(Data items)

============================================================

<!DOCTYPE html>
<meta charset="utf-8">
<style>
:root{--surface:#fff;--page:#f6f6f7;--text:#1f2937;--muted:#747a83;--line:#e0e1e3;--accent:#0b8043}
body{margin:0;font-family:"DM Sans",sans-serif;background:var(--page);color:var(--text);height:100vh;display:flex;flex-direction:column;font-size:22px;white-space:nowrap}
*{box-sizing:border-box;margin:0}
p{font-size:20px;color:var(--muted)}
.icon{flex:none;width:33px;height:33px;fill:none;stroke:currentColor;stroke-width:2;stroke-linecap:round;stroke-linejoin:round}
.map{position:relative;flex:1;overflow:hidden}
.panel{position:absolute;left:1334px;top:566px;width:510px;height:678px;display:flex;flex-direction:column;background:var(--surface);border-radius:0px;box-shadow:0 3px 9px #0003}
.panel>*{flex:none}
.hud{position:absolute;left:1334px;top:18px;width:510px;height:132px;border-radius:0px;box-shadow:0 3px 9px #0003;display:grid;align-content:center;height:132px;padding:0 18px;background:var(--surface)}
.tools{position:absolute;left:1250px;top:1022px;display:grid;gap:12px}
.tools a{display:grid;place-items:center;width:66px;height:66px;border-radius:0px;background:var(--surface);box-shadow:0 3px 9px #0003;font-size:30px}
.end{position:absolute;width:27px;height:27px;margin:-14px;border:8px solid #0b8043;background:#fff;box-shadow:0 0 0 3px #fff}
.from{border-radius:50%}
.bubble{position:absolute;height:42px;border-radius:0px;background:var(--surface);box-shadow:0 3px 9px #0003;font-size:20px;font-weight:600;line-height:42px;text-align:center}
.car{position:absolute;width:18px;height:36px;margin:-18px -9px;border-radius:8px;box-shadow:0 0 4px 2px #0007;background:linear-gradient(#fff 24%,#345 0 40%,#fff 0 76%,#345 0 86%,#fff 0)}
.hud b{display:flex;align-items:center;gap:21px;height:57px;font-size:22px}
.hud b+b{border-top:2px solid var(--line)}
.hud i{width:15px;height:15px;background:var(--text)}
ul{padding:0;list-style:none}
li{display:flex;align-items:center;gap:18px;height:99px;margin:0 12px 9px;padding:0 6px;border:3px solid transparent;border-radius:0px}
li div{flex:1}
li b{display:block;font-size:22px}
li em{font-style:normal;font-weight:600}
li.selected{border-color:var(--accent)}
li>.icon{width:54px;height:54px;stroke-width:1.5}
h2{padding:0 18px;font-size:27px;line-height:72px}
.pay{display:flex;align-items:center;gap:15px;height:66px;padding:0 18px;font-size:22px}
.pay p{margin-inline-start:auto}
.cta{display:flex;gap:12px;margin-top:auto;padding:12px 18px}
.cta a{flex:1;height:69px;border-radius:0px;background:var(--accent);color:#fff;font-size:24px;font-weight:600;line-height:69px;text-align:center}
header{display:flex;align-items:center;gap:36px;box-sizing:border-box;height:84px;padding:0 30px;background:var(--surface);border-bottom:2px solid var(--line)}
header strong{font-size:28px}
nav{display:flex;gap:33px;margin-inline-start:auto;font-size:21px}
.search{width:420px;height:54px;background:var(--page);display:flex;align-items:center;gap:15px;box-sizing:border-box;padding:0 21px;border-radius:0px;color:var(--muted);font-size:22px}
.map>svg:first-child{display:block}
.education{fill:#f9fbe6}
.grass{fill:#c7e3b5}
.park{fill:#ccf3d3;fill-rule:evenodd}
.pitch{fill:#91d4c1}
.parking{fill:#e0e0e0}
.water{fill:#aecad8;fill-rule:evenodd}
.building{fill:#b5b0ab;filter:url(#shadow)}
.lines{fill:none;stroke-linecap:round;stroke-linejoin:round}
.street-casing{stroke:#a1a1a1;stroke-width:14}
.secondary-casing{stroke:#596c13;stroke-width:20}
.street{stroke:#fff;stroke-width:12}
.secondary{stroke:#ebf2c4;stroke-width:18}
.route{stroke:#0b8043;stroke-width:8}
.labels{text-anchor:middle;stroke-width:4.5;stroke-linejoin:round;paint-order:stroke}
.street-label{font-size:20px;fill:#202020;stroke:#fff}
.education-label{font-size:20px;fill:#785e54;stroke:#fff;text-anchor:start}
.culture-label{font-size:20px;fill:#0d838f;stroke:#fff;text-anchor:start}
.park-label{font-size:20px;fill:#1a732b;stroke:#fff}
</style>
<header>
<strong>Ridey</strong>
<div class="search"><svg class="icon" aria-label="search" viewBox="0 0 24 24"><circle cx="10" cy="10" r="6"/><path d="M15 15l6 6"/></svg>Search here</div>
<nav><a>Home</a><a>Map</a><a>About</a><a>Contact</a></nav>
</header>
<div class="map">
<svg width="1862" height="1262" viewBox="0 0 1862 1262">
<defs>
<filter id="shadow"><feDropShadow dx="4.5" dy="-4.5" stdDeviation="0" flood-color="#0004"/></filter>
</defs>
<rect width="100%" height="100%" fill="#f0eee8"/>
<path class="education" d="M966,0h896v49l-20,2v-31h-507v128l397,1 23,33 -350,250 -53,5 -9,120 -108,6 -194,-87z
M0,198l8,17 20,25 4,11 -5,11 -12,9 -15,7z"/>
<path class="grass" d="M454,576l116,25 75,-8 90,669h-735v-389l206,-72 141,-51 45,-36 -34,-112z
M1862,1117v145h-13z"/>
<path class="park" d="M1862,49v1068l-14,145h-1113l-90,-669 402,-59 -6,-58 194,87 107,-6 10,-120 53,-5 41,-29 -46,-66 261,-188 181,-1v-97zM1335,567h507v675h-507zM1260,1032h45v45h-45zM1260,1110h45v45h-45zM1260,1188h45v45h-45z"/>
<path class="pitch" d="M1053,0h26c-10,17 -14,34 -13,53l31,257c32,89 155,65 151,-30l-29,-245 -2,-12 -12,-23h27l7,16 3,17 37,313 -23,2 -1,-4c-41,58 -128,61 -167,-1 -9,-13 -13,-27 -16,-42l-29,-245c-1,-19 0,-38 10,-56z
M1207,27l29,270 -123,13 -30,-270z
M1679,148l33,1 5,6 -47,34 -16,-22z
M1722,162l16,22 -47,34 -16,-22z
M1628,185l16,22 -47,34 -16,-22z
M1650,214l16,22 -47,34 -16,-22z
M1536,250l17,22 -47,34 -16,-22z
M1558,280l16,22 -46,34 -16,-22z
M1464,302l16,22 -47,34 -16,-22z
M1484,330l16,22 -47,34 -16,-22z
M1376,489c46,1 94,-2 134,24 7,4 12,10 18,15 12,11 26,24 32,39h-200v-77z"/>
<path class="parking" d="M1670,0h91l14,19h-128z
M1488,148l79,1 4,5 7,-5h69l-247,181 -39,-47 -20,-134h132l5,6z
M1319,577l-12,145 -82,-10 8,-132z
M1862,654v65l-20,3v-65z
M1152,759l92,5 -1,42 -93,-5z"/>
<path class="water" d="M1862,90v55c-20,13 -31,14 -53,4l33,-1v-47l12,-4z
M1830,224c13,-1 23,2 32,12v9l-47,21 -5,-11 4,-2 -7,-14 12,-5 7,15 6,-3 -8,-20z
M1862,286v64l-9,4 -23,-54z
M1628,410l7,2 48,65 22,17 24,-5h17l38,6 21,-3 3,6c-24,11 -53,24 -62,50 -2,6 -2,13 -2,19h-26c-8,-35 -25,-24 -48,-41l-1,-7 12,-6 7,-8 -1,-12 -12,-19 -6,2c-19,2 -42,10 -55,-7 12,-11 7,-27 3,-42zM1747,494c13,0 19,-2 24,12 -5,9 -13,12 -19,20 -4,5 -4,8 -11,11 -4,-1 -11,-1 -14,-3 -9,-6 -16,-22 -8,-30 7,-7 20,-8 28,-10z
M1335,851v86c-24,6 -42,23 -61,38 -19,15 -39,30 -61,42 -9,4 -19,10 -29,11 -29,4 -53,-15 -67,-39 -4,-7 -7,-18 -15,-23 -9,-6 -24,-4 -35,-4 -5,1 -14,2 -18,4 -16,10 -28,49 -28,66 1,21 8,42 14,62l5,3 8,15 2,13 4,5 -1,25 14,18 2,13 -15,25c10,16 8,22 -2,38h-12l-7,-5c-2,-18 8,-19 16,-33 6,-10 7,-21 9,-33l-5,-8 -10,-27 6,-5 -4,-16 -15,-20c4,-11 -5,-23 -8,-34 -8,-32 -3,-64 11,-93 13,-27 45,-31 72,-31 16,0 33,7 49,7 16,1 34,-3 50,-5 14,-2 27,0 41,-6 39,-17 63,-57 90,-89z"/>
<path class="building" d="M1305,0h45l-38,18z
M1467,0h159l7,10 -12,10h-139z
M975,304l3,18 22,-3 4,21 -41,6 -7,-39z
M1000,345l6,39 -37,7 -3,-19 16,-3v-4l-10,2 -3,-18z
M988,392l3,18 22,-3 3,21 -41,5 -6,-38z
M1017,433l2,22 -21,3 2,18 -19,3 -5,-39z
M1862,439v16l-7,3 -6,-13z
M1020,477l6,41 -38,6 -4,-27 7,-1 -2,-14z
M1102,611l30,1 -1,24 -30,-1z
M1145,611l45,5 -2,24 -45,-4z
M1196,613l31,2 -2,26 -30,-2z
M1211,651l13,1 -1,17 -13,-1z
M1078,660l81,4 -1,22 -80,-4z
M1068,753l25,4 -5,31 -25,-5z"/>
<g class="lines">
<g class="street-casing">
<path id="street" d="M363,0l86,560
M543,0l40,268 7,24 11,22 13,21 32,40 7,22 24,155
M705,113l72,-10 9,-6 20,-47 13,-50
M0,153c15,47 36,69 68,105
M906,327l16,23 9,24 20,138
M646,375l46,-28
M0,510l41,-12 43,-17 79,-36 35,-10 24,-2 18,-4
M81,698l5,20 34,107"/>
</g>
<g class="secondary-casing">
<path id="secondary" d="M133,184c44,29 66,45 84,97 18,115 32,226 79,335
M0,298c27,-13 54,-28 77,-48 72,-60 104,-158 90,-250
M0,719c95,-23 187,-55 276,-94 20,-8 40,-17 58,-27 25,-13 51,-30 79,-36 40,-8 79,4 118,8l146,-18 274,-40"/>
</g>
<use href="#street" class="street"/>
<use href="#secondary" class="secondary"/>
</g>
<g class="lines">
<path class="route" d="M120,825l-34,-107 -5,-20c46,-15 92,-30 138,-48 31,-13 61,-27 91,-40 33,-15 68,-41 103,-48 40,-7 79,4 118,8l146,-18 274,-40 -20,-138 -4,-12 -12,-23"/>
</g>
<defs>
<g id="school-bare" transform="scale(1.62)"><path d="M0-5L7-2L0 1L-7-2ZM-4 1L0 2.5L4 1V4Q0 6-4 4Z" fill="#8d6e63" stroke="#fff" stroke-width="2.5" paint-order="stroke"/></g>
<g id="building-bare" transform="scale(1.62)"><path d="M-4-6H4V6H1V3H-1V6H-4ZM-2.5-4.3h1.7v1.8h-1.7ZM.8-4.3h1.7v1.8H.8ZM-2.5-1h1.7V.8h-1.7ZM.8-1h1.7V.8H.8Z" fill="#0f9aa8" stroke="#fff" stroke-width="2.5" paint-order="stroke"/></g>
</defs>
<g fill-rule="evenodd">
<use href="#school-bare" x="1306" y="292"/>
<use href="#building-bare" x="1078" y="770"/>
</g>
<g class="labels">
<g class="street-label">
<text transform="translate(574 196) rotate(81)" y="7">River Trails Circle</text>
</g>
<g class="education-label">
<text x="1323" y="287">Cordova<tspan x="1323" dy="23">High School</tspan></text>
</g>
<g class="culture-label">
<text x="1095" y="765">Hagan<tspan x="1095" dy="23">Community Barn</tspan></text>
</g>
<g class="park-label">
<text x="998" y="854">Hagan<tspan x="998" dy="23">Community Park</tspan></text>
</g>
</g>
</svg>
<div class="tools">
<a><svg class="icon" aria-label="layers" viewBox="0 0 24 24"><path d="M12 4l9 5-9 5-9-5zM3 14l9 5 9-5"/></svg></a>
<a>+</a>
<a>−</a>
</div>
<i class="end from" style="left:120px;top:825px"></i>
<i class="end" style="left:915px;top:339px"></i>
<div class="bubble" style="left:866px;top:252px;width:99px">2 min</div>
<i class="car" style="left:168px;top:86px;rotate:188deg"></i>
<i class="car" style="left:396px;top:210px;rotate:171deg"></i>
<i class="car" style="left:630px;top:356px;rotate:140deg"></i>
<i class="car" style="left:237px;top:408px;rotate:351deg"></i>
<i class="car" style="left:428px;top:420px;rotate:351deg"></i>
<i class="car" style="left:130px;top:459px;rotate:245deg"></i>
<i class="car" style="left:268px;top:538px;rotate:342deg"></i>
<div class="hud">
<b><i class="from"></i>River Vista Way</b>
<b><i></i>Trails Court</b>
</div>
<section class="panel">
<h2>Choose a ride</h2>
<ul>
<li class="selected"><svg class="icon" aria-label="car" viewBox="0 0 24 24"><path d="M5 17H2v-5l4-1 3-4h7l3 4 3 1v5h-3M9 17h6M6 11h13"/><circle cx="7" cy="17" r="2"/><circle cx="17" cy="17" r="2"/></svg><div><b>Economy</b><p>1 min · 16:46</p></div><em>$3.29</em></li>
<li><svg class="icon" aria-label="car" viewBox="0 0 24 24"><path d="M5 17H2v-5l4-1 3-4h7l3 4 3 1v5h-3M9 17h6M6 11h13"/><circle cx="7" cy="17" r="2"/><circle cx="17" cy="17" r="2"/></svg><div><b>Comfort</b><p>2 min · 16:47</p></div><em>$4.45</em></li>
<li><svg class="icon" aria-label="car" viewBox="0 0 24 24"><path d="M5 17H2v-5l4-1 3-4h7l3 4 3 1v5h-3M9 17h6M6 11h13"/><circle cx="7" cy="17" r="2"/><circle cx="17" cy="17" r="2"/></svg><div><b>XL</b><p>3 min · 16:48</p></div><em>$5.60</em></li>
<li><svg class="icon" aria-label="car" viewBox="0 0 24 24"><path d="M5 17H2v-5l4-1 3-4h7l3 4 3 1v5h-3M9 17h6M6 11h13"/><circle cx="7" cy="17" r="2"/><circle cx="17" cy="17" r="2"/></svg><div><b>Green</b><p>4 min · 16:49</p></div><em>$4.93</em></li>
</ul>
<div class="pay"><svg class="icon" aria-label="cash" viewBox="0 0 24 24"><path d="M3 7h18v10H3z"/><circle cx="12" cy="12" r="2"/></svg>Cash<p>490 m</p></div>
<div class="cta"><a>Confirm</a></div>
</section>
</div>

============================================================

• [TASK STATEMENT]: Check the data line by line and report how many lines contain "filter" as a word or string, giving nothing besides the number.

• [OUTPUT FOR THIS EXERCISE]: 2